Many investors are looking for additional ways to trade and invest. One non-traditional form of trading are with Contract for Difference or CFD as they are most commonly called for short. CFDs are a way for European traders to profit from asset price movement without actually owning the underlying asset. They are basically computing only the price change and not the underlying value. They have become popular in recent years. There are sites for trading CFD that offer education and tools to begin your journey with CFD. Because CFD are a non-traditional form of investing, it is important to do your research and learn about their advantages and disadvantages.

Advantages

There are many advantages to CFD. One being that there is global market access. Because many brokers offer products from many of the world’s major markets it allows for you to have access all day/every day. Many world markets also have certain rules against shorting, but with CFD they can be shorted because you do not actually own the underlying asset. Another advantage is that with CFD brokers you are often given the same order types as traditional brokers but often with no or little fees. One thing that can be to your advantage is that with CFDs you are offered a variety of trading opportunities. Brokers offer stock, index, treasury, currency, sector and commodity CFDs to offer variety and diversity in their financial vehicle investments.

Disadvantages

While CFDs offer an attractive alternative to traditional markets, they also present potential pitfalls.

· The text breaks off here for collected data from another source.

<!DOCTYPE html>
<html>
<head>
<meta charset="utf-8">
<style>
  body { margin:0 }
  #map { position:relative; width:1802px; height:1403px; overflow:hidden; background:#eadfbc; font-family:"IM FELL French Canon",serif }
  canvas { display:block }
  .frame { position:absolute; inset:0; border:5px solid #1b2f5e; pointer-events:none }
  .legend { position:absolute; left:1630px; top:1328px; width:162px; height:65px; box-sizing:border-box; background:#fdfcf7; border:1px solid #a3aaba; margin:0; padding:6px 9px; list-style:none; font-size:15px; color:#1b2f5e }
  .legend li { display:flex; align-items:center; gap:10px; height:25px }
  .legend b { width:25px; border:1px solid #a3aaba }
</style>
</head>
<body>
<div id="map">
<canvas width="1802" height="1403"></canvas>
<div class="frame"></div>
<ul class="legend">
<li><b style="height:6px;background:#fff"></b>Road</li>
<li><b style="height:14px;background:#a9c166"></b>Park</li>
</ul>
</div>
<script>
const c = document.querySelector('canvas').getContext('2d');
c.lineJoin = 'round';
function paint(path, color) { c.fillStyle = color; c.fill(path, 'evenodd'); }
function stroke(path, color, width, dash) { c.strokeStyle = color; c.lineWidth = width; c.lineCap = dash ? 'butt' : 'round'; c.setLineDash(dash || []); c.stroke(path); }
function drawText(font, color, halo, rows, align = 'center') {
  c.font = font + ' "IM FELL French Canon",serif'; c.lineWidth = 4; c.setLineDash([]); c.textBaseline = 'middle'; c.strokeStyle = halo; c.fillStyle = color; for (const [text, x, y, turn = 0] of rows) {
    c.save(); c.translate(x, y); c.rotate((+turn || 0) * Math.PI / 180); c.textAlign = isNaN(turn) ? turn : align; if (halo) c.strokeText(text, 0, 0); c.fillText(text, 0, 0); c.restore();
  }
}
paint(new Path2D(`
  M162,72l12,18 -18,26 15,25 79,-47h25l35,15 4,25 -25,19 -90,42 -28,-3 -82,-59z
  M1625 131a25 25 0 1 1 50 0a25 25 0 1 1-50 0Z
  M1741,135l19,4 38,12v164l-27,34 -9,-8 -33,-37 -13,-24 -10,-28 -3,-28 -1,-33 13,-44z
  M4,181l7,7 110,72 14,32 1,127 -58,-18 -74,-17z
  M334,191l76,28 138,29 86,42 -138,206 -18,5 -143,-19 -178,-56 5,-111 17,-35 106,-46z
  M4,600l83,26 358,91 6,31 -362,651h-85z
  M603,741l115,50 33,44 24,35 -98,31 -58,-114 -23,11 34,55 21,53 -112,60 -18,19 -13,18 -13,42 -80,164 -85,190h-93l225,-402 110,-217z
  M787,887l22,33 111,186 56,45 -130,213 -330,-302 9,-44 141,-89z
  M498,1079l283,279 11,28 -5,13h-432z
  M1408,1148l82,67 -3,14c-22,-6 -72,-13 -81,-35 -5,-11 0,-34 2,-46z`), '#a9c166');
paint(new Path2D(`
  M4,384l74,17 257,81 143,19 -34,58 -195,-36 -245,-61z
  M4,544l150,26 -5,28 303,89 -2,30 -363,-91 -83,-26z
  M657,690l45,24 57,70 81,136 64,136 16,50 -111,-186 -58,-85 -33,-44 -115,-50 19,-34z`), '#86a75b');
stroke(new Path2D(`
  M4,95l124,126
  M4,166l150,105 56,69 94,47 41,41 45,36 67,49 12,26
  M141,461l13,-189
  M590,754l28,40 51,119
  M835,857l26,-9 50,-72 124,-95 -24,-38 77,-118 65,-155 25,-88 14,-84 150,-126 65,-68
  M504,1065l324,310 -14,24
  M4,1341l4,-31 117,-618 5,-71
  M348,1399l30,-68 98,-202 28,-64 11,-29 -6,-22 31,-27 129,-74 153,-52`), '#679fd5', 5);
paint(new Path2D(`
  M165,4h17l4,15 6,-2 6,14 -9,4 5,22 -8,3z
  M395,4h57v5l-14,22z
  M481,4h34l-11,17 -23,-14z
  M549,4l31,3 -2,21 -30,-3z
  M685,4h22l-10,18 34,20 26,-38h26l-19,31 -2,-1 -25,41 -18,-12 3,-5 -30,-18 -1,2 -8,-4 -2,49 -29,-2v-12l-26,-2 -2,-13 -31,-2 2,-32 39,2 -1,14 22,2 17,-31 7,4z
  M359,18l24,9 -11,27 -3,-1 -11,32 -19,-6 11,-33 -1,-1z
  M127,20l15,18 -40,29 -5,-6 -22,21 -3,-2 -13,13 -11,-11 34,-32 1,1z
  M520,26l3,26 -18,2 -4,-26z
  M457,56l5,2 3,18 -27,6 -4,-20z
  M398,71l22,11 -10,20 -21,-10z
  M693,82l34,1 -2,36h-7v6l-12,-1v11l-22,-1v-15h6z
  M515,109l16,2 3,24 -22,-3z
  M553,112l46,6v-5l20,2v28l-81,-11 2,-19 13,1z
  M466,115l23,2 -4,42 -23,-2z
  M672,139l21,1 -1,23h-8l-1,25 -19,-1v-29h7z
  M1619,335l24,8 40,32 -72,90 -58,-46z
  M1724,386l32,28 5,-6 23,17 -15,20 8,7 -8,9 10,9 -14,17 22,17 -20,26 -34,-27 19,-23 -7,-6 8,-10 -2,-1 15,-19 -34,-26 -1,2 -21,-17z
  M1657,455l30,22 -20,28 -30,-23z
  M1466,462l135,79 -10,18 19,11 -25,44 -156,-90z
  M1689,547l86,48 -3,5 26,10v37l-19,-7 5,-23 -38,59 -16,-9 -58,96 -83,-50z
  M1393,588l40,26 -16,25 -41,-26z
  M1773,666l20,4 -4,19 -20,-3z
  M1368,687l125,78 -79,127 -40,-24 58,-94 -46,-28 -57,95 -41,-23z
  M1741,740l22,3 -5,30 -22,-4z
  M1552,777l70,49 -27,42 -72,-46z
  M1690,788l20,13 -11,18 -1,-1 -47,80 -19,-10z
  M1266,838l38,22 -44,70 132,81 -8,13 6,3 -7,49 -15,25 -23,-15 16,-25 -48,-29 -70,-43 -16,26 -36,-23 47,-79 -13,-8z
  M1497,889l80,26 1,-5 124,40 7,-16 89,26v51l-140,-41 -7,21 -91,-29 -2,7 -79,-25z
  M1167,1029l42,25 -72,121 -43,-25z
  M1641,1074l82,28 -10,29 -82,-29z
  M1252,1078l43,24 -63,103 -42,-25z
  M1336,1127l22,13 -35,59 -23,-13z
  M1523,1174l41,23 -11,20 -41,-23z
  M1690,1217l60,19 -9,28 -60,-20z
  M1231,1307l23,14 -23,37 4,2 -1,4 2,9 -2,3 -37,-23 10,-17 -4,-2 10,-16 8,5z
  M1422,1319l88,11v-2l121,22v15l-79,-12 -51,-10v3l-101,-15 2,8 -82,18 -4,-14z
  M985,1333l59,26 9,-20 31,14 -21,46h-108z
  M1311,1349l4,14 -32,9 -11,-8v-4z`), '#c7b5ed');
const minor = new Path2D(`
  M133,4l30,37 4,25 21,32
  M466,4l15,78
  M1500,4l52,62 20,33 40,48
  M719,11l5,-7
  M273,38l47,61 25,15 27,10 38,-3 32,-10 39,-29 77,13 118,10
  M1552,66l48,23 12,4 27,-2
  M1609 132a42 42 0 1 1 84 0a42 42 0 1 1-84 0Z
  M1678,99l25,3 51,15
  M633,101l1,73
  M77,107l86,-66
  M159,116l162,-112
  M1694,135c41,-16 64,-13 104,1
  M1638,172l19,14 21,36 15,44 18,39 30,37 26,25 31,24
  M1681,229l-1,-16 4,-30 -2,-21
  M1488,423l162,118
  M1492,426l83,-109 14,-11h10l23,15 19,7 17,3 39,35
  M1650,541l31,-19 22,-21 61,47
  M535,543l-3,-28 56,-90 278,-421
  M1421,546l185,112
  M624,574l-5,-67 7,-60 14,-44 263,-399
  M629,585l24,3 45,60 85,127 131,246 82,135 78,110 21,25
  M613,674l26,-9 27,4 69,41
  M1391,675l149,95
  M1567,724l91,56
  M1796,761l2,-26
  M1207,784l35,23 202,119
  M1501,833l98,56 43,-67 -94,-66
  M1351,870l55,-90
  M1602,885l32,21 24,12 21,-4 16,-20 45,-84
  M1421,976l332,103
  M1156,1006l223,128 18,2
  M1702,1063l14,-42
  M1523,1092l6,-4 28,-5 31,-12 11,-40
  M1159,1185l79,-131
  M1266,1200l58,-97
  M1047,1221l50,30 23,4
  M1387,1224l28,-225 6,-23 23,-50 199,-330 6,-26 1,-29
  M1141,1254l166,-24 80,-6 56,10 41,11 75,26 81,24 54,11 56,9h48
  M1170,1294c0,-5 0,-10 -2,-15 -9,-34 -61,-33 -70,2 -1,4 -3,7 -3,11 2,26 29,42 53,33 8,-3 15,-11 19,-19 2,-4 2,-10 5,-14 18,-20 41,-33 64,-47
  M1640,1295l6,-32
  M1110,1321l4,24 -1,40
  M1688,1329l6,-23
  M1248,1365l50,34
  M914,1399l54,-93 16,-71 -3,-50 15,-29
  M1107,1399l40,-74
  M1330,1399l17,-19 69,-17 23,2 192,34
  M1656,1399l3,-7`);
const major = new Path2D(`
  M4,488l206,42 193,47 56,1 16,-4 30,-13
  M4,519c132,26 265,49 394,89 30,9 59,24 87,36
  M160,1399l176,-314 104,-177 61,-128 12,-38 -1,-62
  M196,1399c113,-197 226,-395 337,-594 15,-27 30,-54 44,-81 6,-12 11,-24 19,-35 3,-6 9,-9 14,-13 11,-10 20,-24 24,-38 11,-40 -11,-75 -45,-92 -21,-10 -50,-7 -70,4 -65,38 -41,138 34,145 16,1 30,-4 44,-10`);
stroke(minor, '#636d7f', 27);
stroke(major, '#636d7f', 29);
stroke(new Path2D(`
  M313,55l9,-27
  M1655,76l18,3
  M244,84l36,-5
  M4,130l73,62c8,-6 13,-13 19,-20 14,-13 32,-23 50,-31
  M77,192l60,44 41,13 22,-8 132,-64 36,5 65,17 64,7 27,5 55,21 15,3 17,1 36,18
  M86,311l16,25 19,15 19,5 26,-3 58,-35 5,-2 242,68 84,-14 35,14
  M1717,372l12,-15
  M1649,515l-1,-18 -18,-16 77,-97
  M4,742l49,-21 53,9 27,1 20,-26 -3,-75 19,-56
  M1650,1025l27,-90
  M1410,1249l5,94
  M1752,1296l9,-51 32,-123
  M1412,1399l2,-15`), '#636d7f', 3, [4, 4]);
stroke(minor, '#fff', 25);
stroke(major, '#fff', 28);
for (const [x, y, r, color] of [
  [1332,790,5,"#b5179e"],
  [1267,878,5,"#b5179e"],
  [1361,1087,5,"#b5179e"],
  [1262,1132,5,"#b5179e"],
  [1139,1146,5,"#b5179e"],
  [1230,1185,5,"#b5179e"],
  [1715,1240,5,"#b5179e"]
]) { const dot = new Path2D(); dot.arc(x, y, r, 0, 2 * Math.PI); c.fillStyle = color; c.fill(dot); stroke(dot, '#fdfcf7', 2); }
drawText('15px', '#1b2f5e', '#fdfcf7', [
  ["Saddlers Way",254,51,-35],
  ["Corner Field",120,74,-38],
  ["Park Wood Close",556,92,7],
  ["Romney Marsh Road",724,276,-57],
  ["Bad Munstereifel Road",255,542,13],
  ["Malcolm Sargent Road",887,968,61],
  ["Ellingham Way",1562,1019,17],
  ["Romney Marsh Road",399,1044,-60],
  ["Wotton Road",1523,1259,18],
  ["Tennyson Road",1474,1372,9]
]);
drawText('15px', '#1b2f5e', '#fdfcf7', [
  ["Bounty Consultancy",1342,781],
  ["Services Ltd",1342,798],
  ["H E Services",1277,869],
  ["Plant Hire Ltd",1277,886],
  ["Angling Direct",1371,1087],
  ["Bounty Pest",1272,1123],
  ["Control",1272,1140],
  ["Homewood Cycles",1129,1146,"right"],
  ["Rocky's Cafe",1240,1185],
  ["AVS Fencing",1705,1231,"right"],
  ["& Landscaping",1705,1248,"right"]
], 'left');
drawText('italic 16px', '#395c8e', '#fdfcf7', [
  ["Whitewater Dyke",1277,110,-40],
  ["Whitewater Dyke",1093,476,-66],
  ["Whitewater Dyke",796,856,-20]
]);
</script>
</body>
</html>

One downside to CFDs is that traders pay the spread on entries and exits that take away potential for you to profit from small moves. The spread also decreases winning and increase losses as well. So, while traditional markets expose the trader to fees, regulations, commissions and higher capital requirements, CFDs trims traders’ profits through spread costs. A disadvantage to CFD trading is that the market is not highly regulated. This is a disadvantage to investors because they could find themselves in trouble if not monitoring their investments properly or get into a relationship with a unreliable broker. Brokers in this industry do not need to meet certain regulations enforced by the government but rather credibility is based on reputation and financial position. Because of this you need to do your homework and make sure you are working with a proper broker.

The bottom line is that CFDs offer a great alternative to traditional investment vehicles but it is important to do your due diligence prior to investment.